Out of the entries that follow, copy each line containing "Sort".
#####
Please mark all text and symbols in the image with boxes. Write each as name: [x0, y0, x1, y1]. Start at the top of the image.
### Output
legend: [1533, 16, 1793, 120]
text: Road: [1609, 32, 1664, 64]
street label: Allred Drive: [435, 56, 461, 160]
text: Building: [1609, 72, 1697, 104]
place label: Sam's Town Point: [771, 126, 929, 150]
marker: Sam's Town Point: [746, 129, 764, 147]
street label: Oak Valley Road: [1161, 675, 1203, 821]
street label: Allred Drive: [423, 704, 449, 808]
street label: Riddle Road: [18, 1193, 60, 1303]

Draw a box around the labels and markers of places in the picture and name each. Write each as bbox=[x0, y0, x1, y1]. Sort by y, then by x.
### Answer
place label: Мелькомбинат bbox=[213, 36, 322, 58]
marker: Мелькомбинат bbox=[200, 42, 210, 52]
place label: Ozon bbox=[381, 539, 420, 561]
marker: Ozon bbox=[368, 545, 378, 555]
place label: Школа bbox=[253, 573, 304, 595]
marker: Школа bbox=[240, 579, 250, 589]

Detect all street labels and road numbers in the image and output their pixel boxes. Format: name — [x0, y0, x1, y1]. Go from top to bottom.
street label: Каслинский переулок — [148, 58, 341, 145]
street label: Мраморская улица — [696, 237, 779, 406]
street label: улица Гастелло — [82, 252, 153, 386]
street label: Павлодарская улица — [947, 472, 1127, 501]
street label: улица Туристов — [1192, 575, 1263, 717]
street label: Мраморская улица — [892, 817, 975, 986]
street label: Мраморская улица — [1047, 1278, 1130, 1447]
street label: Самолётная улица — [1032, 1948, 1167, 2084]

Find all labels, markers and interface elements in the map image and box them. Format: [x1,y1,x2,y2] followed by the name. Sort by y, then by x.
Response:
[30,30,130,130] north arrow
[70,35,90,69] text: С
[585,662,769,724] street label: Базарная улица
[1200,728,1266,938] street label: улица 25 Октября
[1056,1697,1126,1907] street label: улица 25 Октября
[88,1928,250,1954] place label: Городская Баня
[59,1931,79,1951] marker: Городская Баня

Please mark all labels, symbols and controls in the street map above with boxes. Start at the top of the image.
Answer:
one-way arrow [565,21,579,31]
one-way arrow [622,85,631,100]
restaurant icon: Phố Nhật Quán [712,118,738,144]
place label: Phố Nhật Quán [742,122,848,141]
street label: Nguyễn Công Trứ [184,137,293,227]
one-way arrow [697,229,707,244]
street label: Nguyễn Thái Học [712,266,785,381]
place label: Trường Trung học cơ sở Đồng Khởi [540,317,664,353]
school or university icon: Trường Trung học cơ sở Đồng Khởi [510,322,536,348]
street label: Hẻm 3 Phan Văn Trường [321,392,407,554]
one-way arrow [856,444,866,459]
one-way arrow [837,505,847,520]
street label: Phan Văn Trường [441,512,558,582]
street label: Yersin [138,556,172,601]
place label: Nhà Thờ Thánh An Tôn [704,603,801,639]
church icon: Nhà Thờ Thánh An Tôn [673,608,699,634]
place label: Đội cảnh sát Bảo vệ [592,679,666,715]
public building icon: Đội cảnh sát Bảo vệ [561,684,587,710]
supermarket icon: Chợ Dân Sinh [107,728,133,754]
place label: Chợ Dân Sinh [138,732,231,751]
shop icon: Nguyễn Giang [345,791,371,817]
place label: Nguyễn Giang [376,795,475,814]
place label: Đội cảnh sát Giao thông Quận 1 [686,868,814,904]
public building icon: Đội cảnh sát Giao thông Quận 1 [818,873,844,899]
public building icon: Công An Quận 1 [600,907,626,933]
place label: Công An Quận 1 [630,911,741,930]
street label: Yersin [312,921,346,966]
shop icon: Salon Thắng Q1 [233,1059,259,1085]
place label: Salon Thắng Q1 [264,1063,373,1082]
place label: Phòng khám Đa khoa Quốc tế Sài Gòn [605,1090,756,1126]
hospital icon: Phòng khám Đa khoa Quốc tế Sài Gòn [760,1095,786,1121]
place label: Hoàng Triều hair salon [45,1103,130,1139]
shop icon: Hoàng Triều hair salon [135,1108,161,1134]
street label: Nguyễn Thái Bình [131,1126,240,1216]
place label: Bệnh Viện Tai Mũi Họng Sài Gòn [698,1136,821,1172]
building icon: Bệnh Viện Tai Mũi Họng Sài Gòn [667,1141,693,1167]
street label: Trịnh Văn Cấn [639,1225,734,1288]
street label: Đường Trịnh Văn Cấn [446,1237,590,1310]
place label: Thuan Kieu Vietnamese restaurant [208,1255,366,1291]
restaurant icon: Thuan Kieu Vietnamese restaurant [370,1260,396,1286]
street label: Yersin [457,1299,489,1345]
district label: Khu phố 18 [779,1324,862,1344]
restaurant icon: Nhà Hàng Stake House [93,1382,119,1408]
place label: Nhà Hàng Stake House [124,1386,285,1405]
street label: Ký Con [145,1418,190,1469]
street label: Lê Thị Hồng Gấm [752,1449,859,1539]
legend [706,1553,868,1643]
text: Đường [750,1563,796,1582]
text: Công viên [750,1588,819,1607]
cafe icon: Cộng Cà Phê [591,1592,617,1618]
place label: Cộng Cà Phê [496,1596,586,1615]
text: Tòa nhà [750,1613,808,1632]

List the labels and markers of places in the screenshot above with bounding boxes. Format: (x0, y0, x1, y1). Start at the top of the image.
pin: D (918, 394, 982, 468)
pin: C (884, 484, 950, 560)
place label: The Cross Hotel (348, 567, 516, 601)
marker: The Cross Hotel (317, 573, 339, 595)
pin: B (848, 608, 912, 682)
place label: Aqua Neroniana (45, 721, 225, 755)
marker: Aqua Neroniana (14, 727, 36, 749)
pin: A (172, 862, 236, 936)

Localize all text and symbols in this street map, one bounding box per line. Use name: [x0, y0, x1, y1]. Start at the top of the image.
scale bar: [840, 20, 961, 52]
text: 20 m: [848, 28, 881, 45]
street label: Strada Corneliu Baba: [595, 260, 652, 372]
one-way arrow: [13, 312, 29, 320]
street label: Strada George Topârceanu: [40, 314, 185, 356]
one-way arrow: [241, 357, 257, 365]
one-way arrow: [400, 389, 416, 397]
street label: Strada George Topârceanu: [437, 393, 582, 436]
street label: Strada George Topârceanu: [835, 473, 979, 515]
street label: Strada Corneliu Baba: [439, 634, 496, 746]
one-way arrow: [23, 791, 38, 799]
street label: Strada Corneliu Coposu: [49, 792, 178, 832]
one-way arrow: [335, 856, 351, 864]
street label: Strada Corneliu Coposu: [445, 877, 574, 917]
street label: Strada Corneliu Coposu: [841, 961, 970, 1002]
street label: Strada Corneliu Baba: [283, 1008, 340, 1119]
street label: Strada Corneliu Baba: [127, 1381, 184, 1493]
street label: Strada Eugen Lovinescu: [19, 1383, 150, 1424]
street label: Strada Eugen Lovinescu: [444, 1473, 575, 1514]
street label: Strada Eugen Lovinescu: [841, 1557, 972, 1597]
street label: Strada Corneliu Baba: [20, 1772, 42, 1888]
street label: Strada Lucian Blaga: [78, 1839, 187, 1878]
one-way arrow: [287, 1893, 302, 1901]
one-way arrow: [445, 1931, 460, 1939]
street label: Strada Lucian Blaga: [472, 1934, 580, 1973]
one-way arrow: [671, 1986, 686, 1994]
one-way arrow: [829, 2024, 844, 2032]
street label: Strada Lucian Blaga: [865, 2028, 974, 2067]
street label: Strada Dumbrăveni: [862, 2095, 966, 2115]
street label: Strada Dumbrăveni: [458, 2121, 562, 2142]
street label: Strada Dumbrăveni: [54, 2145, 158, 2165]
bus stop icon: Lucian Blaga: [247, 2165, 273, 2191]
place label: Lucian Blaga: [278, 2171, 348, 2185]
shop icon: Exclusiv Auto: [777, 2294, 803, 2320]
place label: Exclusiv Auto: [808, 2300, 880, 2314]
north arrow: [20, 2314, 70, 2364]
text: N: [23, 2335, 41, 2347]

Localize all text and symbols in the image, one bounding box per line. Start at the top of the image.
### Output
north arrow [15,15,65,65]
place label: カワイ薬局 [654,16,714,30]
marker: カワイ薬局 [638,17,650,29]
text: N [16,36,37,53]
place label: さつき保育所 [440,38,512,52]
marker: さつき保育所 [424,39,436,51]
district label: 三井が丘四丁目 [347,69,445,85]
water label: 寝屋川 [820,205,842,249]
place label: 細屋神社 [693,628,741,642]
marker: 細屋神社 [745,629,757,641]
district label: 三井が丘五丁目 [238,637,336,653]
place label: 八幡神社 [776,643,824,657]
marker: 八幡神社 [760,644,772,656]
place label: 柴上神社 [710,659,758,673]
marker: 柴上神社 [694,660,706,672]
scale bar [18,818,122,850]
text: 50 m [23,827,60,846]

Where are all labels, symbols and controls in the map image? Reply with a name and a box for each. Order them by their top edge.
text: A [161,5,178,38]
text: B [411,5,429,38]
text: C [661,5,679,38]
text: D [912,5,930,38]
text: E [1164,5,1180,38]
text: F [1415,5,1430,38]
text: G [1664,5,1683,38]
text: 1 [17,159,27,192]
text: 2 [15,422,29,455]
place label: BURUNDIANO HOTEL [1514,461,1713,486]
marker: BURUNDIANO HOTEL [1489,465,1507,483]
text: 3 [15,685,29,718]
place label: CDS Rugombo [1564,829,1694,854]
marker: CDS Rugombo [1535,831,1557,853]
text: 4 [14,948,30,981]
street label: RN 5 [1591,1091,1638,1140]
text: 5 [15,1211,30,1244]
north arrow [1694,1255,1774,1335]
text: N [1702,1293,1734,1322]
#####
Answer box
Draw a box around the labels and markers of places in the picture and name each. Write each as bbox=[x0, y0, x1, y1]. Sort by y, then by x.
Find all labels, markers and interface elements in the map image and box them. Format: [x1,y1,x2,y2] followed by the name. Sort by y, then by x.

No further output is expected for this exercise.